** Opening Exercise materials block **

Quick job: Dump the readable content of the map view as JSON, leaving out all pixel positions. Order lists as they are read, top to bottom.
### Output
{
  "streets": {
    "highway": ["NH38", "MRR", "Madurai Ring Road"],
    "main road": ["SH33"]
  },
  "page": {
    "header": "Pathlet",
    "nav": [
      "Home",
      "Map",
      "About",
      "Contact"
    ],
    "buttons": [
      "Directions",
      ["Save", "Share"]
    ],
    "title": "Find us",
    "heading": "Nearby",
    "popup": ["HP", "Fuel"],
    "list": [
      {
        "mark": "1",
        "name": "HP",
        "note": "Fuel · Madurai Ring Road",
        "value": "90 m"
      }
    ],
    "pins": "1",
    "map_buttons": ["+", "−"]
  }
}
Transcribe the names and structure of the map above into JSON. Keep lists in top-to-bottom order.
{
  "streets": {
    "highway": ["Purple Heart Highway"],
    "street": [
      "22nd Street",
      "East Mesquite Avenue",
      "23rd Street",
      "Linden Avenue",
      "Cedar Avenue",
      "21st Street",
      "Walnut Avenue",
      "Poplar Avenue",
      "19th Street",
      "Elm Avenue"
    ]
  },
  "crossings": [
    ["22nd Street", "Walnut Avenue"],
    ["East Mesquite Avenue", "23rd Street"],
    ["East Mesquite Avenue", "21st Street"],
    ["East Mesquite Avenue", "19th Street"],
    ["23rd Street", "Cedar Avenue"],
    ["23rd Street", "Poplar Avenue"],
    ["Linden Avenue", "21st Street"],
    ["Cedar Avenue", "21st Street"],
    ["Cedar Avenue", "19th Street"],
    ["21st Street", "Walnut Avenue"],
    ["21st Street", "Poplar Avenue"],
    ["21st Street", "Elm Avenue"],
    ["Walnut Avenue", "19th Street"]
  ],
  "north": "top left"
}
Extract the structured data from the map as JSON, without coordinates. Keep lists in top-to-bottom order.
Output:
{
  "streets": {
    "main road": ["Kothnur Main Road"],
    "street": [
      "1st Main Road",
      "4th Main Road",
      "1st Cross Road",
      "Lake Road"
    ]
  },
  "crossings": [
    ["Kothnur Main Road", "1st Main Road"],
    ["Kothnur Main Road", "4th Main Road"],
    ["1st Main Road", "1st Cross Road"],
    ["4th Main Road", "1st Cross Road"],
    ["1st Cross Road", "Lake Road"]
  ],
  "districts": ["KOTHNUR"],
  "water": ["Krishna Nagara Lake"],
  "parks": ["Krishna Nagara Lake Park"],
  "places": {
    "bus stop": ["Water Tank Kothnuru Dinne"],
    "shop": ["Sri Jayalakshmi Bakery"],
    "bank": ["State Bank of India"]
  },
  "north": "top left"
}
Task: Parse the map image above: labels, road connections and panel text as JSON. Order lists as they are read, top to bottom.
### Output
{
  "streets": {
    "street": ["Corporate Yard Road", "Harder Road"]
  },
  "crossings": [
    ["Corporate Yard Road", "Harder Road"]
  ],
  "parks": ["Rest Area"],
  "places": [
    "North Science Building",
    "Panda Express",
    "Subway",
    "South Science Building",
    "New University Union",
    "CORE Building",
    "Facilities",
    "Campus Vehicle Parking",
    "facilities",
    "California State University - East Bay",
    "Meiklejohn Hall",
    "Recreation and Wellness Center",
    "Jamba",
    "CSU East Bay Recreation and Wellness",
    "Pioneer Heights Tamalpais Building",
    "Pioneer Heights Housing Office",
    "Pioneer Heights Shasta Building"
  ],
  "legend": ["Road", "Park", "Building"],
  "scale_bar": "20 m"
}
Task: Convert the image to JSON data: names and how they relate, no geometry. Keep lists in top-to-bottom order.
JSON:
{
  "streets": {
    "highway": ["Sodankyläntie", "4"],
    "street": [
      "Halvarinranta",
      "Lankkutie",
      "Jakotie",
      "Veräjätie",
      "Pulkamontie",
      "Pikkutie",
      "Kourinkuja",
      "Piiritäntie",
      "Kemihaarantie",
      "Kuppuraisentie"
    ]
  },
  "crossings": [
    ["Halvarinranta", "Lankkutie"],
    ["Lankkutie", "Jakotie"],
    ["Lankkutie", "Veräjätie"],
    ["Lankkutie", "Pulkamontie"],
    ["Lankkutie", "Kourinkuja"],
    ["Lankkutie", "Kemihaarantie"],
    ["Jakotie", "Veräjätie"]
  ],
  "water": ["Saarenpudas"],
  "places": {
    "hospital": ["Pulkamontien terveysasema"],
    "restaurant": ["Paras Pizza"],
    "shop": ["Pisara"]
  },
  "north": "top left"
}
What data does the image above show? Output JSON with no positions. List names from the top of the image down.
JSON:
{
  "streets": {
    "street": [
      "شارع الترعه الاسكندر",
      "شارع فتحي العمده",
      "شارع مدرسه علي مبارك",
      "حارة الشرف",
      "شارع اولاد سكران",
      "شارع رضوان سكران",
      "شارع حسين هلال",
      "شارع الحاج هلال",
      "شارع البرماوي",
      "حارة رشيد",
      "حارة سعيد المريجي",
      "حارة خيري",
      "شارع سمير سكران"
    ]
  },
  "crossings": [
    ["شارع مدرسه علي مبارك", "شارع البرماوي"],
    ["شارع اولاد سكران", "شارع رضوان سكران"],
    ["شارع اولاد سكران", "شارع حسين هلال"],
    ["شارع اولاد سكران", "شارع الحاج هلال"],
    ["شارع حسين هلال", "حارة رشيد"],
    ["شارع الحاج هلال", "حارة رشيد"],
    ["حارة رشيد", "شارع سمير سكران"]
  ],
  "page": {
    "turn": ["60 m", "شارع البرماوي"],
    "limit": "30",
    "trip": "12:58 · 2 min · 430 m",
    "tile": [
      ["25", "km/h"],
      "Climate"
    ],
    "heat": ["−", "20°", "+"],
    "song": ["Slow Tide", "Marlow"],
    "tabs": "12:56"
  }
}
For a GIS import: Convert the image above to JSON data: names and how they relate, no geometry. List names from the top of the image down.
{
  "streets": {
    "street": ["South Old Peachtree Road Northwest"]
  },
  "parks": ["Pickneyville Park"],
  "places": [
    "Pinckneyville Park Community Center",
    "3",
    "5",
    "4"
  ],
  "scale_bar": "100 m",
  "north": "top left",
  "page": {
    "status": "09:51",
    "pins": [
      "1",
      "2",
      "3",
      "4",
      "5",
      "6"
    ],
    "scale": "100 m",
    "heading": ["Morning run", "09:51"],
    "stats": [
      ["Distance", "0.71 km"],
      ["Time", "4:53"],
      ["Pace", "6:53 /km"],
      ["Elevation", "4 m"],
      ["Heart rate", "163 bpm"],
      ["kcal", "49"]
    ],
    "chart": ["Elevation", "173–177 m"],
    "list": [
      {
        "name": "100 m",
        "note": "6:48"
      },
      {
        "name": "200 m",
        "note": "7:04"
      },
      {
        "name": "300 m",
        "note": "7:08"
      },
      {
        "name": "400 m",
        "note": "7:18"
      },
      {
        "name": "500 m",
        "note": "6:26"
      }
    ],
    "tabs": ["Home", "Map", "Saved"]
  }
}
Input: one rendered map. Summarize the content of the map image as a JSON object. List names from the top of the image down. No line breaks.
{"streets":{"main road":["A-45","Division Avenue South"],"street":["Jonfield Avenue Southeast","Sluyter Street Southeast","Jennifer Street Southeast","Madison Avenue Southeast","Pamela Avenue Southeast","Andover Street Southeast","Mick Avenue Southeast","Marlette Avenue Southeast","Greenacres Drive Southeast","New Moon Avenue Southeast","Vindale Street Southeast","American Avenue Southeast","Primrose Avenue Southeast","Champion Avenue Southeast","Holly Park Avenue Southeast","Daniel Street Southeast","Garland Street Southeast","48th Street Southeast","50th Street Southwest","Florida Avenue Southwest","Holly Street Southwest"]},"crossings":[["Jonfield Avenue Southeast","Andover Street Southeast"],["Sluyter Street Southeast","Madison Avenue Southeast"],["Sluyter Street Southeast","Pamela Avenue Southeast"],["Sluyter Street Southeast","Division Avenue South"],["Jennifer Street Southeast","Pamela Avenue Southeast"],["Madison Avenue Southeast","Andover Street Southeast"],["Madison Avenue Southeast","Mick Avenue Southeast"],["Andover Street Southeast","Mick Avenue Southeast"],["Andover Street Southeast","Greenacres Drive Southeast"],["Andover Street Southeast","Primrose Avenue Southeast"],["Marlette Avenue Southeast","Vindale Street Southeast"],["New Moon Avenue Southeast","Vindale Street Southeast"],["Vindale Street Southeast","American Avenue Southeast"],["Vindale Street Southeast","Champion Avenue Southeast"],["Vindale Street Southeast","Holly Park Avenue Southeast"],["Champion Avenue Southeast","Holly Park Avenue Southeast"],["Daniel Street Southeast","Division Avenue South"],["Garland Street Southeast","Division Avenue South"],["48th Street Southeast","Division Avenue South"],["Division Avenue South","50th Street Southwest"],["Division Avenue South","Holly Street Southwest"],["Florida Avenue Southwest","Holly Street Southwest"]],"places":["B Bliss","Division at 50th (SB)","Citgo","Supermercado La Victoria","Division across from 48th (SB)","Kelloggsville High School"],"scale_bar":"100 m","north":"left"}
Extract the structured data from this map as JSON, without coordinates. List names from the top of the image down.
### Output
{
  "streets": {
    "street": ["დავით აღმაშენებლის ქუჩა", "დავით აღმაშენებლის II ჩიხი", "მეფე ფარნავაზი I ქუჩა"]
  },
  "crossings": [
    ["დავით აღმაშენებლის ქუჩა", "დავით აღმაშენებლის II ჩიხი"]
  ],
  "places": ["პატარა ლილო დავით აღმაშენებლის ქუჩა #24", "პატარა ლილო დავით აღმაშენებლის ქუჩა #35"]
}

** Closing Exercise materials block **

Work instruction:
Lines that hold the word "Building" are the ones to copy from the entries above.

Answer to this exercise:
    "North Science Building",
    "South Science Building",
    "CORE Building",
    "Pioneer Heights Tamalpais Building",
    "Pioneer Heights Shasta Building"
  "legend": ["Road", "Park", "Building"],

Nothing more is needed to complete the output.